Take time to deliberate, but when the time for action has arrived, stop thinking and go in.
- Napoleon

Tuesday, August 14, 2007

Editing Part 927

I feel like I'm editing all the time. It's been months since I wrote new words (if you don't count that failed attempt at a short story last month). It's not like I dislike editing. As much as I may grouse about it, I love doing it. It's like sculpting. You've got this big chunk of clay, and you get it into an almost recognizable shape on the first go-round, but then you have to take care of the details. Of course, this analogy only works for representational art, and not that amophous crap some people like to call art... But I digress.

I want my block of clay to actually look like something when I'm done. That's where editing comes in.

Right now, I'm working on my first book. I finished the first draft in August of 2004. That's right. Three years ago. I finished the second draft in September. I've revised this sucker at least seven times. Heh. I was so clueless.

Seriously, it was my first, so I was completely clueless. The story is wonderful, the characters gritty and full of life, the prose flows so well. And it's so cluttered with unnecessaries a person could choke. This draft around, I'm cleaning house. I'm making this sucker as tight as my subsequent books. I'm taking all the lessons I've learned over the past three years and applying them to this masterpiece. (And it is a masterpiece, if I do say so myself.) It deserves no less than the harshest snipping.

Back up. The first draft of Spectacle... When I typed 'The End' thirty-six months ago... topped the scales at 142,000 words (by MS Word's count). I was pretty damned proud of myself. It was everything I wanted it to be, and using my favorite author as a guide - with Atlas Shrugged topping out at 1100+ pages - I thought I hit the right number. Ack! What a fool. Aside from the fact that Atlas Shrugged was her fourth book, and by then she was already a bestseller, I am not Ayn Rand.

But I edited for content and clarity and got the sucker down to 137K. Woohoo. And I submitted the work for representation. Again, I was such a fool. You shouldn't be surprised to find I was rejected repeatedly. I was even offended when one agent wrote "TOO LONG!!!" on the corner of my own query letter and sent it back with no other info. She was right, but I was too married to my monster to see the truth.

Eventually, though, I got the point. By this time I'd already written the first draft of Caldera - and it was WAY smaller. I was learning and applying the knowledge to my other books, but Spectacle was left alone. I even considered shelving it, or.... *gasp* self-publishing. (I even thought about submitting to P.A., but I didn't so we won't go there.) This past fall, I finished the first draft of my third book, and took another look at Spectacle. I honed my craft and as I was editing Blink, I thought about ways to make Spectacle better. In the spring, I sent it off to my crit partner, who proclaimed it the better of my first two novels. Yay.
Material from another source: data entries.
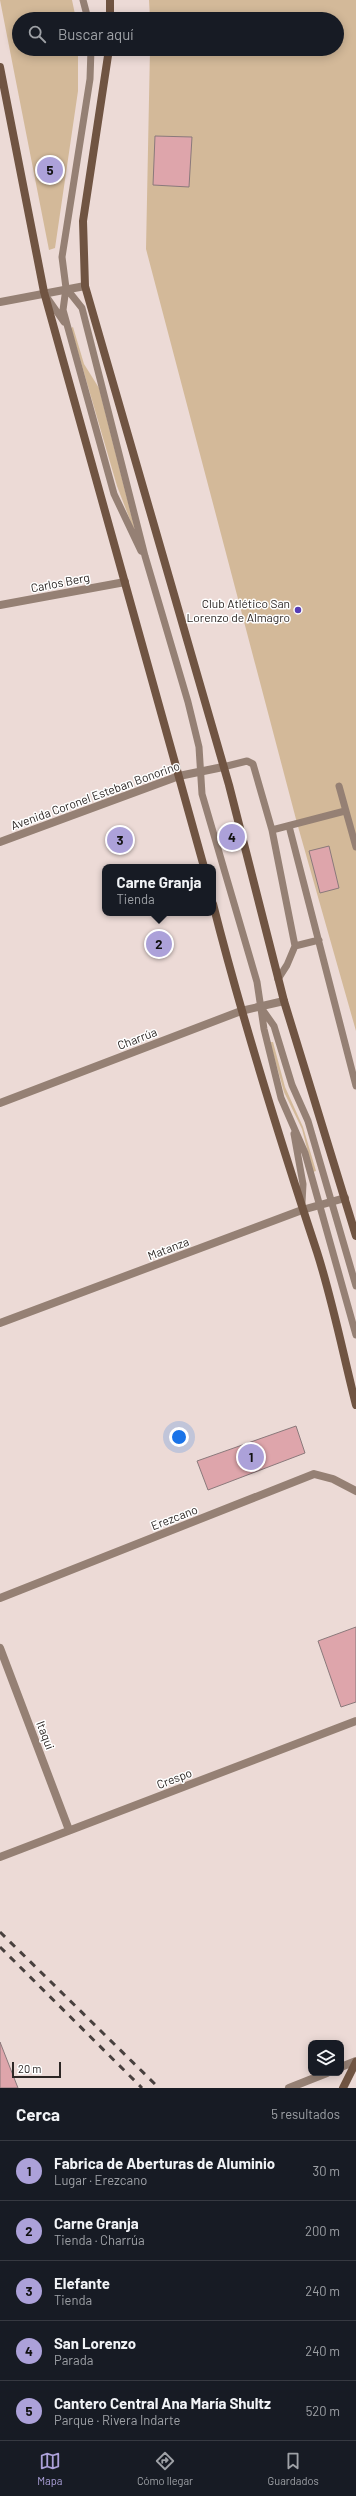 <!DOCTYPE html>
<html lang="es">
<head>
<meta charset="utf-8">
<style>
	:root { --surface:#171b24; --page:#242831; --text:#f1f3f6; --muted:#9ea1a6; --line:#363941; --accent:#aca1d9 }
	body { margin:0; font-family:Barlow,sans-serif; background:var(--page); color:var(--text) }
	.controls { position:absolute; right:12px; bottom:12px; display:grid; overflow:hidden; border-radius:8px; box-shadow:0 2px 10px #0003 }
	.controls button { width:36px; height:36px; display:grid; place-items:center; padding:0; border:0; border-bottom:1px solid var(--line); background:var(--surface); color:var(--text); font:20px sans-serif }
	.scale { position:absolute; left:12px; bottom:10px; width:49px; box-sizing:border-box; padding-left:4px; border:2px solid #2d2725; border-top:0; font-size:11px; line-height:14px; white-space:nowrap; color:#2d2725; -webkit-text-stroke:3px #fff; paint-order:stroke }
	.you { position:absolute; left:179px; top:1437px; width:14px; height:14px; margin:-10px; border:3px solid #fff; border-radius:50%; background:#1a73e8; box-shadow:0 0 0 6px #1a73e833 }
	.badge { display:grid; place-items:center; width:26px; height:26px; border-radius:50%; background:var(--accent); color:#111; font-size:13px; font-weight:700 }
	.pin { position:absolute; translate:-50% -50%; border:2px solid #fff; box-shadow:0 1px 4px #0006 }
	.popup { position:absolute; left:102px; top:864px; width:114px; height:52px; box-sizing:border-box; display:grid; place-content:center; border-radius:8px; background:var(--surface); filter:drop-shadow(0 1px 3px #0005); font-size:13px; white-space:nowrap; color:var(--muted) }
	.popup b { font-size:15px; color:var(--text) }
	.popup::after { content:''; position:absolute; left:50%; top:100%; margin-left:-8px; border:8px solid transparent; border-top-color:var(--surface) }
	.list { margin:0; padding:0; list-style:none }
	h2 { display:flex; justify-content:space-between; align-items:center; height:52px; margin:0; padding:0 16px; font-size:17px }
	h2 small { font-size:13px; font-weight:400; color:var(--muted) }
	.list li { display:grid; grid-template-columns:26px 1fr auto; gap:12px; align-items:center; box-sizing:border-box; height:60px; padding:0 16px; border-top:1px solid var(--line) }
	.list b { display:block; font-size:15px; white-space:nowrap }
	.list p { margin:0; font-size:13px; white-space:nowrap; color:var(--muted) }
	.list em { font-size:13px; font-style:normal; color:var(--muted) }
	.icon { flex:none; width:22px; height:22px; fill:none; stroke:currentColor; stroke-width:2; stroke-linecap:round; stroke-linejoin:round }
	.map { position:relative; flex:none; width:356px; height:2088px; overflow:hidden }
	.search { position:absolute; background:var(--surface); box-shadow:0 2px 10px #0003; left:12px; right:12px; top:12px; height:44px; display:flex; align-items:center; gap:10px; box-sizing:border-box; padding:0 14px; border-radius:22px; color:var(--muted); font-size:15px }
	.sheet { height:352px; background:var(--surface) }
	nav { display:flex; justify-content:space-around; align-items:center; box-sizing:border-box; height:56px; border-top:1px solid var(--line); background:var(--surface); font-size:11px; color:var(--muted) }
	nav a { display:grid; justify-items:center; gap:2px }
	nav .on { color:var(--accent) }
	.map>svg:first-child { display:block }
	.green { fill:#d3b999 }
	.building { fill:#dea5ab; stroke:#8a797b }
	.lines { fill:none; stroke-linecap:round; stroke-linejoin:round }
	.service { stroke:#958074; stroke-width:7 }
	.minor { stroke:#958074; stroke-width:8 }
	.tertiary { stroke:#958074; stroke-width:8 }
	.secondary { stroke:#705442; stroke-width:8 }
	.rail { stroke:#48403e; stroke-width:3; stroke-dasharray:7 7; stroke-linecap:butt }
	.poi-dot { fill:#573db5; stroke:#fff; stroke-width:1.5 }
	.labels { text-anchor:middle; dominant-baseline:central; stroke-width:3; stroke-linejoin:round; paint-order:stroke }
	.street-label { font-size:12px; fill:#2d2725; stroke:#fff }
	.poi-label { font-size:12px; fill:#2d2725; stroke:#fff; text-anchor:end }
</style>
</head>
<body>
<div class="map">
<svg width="356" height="2088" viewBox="0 0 356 2088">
	<rect width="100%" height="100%" fill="#ecdad6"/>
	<path class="green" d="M0,0H72L76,19H19V49H78V91L55,248L49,250Z
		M149,0H356V1031L297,823L146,249L150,49H337V19H150Z
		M73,327L84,364L99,388L137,538L117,486L71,328Z
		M270,1042H273L285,1087L303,1127L316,1171L313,1172L302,1129L284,1092Z"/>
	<path class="building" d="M155,136L192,137L189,187L153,185Z
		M329,846L339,888L320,893L309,851Z
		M296,1426L305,1453L208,1490L197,1461Z
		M356,1627V1702L341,1707L318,1641Z
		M0,2042L18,2088H0Z"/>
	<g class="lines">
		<path class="service" d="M83,0L88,19
			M91,49L90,79L62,257L66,288L63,310L114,494L141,551
			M66,288L82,308L145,556L188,702L199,747L202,794L257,982L264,1029L281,1098L305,1153L356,1335
			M46,296L64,322
			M223,767L247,761L253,764L272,830L295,946L287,965L278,979
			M339,786L356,847
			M289,826L356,1086
			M272,830L345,811
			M295,946L319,940
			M262,1009L274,1026L292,1085L308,1121L356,1286
			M294,1134L303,1184L302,1203"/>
		<path class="minor" d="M0,302L85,286
			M0,605L125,582
			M0,1103L241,1011L284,1001
			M0,1323L302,1210L345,1198
			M0,1598L314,1474L333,1479L356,1491
			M0,1648L69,1830
			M0,1857L356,1721
			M341,2067L356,2061
			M289,2088L327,2073"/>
		<path class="tertiary" d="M0,842L179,776L223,767"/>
		<path class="secondary" d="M110,0V19
			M109,49L83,221L85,286L229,785L284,1001L356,1236
			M0,67L44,292L204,867
			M213,904C243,1022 279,1137 317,1252C333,1302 343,1354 356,1405
			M343,2088L356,2062"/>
		<path class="rail" d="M0,1932L159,2088
			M0,1947L142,2088"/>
	</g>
	<circle class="poi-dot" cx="298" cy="610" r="4"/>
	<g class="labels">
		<g class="street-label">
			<text transform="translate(60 582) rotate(-11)">Carlos Berg</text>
			<text transform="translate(95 795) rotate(-20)">Avenida Coronel Esteban Bonorino</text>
			<text transform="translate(137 1038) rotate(-21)">Charrúa</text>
			<text transform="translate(168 1248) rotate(-21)">Matanza</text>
			<text transform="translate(174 1517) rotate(-21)">Erezcano</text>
			<text transform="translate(46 1735) rotate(69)">Itaqui</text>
			<text transform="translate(174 1778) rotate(-21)">Crespo</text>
		</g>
		<g class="poi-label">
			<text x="290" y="603">Club Atlético San<tspan x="290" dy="14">Lorenzo de Almagro</tspan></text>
		</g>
	</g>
</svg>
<div class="controls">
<button><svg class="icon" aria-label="layers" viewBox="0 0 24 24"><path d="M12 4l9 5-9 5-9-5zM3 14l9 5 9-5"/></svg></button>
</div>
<div class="scale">20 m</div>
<div class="you"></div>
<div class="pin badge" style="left:251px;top:1457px">1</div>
<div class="pin badge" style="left:159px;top:944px">2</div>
<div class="popup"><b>Carne Granja</b>Tienda</div>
<div class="pin badge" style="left:120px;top:840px">3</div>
<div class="pin badge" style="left:232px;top:837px">4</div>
<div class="pin badge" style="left:50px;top:170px">5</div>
<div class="search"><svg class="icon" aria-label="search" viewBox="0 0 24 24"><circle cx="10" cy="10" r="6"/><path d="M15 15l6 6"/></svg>Buscar aquí</div>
</div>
<section class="sheet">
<h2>Cerca<small>5 resultados</small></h2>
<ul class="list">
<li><span class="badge">1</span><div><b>Fabrica de Aberturas de Aluminio</b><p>Lugar · Erezcano</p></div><em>30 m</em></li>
<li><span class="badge">2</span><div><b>Carne Granja</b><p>Tienda · Charrúa</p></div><em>200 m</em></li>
<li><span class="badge">3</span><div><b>Elefante</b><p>Tienda</p></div><em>240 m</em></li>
<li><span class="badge">4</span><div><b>San Lorenzo</b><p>Parada</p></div><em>240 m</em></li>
<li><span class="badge">5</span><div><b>Cantero Central Ana María Shultz</b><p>Parque · Rivera Indarte</p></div><em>520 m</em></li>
</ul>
</section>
<nav>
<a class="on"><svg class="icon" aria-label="map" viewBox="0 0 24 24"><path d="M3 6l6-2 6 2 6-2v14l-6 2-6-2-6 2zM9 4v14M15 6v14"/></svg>Mapa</a>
<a><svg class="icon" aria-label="directions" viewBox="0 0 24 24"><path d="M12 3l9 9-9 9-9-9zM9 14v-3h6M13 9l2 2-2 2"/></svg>Cómo llegar</a>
<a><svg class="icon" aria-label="saved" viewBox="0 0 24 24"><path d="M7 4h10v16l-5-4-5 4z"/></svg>Guardados</a>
</nav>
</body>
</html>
Problem was, I had it down to 126K, but I still thought Spectacle needed to be put on a diet. Unfortunately, I was still too close to do it properly. Finally at the beginning of this summer, I made the decision. I got out the hedge clippers and went after Spectacle with a vengeance. I've re-chaptered it, I've snipped and reworded. I cut out one of my favorite scenes (and the one my daughter will kill me over when she finds out it's gone) because it didn't drive the story forward.

The weight-loss for Spectacle is now at around 7000 words, and rising. I'm just over halfway through, so if I keep with the previous loss, I should finish up at around 12K words gone (or 114K total). Still pretty big, but the story is a bit epic to try and smush it too small. We'll see where it ends up.

Now, about my own non-existent, but oh-so-necessary diet... Ummm. Maybe I'll diet next week.


WordVixen said...

You know- when Spectacle gets published, you could post the snipped scene as bonus content on your author website. Or do a contest and mail it out on hardcopy to the winners. :)

Kristin B said...

Wow. Three years, now that's dedication. No, wait--that's passion. Keep at it, and it'll definitely be worth it in the end!

Kristin B said...

Forgot to add--w00t on loving Atlas Shrugged!

B.E. Sanderson said...

Wordvixen, I'm hoping to do what King did with The Stand - publish and then years later do an anniversary edition uncut. ;o)

Kristin B., I can handle passion and dedication, but sometimes I wonder if it's not just lunacy. LOL

ERiCA said...

Wow, that's a lot of trimming! You're making great progress.

Amazing how much we learn the more we keep writing, isn't it? I thought my first book was the bees knees until I wrote my second. And I thought that was fabtastic until I wrote my third... and so on. The more I write, the more I learn, and the more I look back at that first stuff with cries of, "What was I thinking?" LOL.

So smart of you to apply today's knowledge to a past project. Best of luck with this go-round!